Todo lo anterior apunta a comprender la actual criminalización de la migración en América Latina como el resultado histórico de una política migratoria construida a partir de diversos procesos de securitización y clasificación. Así, esta creciente incorporación de las lógicas y fundamentos del sistema penal hacia la gestión y control de la migración ha sido abordada en profundidad por la criminología de la movilidad (Bhui, 2013) y los estudios en torno a la idea de crimmigration, la cual describe la hibridación entre el derecho penal y el derecho migratorio (Stumpf, 2006).
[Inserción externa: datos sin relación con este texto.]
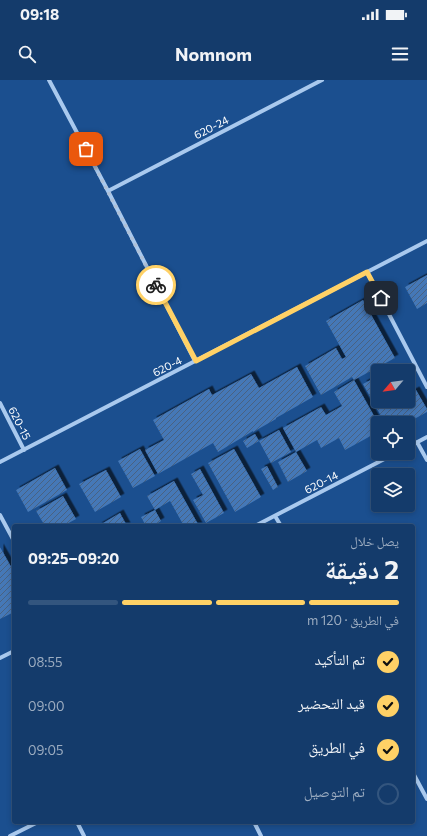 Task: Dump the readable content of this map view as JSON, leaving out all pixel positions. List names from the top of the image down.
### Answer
{
  "streets": {
    "street": [
      "620-24",
      "620-4",
      "620-15",
      "620-14"
    ]
  },
  "crossings": [
    ["620-4", "620-15"]
  ],
  "north": "bottom left",
  "page": {
    "status": "09:18",
    "header": "Nomnom",
    "heading": ["2 دقيقة", "يصل خلال", "09:20–09:25"],
    "bar": "في الطريق · 120 m",
    "list": [
      ["تم التأكيد", "08:55"],
      ["قيد التحضير", "09:00"],
      ["في الطريق", "09:05"],
      "تم التوصيل"
    ]
  }
}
Si bien su origen se restringe al contexto estadounidense reciente, las sucesivas investigaciones han permitido seguir la huella expansiva de estas racionalidades y dinámicas de control, no sólo en otros contextos del Norte, sino también en países del Sur como Australia (Welch, 2012), Brasil (De Moraes, 2015), Argentina (Penchaszadeh y García, 2018; Monclús y Brandariz, 2015) o Chile (Brandariz, Dufraix, y Quinteros, 2018; Quinteros, 2016).
En esta línea, Bosworth, Aas y Pickering (2018) describen la progresiva desestabilización de la ciudadanía y la creciente precarización del estatus legal migratorio que ha resultado de este verdadero giro punitivo. El hecho de que las detenciones y deportaciones de personas extranjeras sean experimentadas y aplicadas como un castigo permite comprender que su rol no es meramente auxiliar al proceso penal, sino más bien parte constitutiva de una penalidad en transformación. En esta línea, señala Wacquant (1999), la convergencia entre prácticas policiales, judiciales y penales ha dado lugar a un verdadero proceso de criminalización de los inmigrantes, frente a lo cual se hace necesario extender el análisis de la penalidad hacia un marco más amplio de prácticas punitivas y no punitivas de control que tienen por objeto disciplinar al ‘nuevo proletariado global’ (De Giorgi, 2015), donde las instituciones de control migratorio pueden ser entendidas como auxiliares al régimen post-fordista de producción y la ideología neoliberal que domina el campo político (De Giorgi, 2010). Esta perspectiva abre la posibilidad de observar las diversas formas de gobernar la migración, no tanto como esfuerzos por ordenar y regular los flujos, sino como estrategias orientadas “a producir autogobierno y, por tanto, sujetos ‘libres’, capaces de autogobernarse” (Melossi, 2018: 45).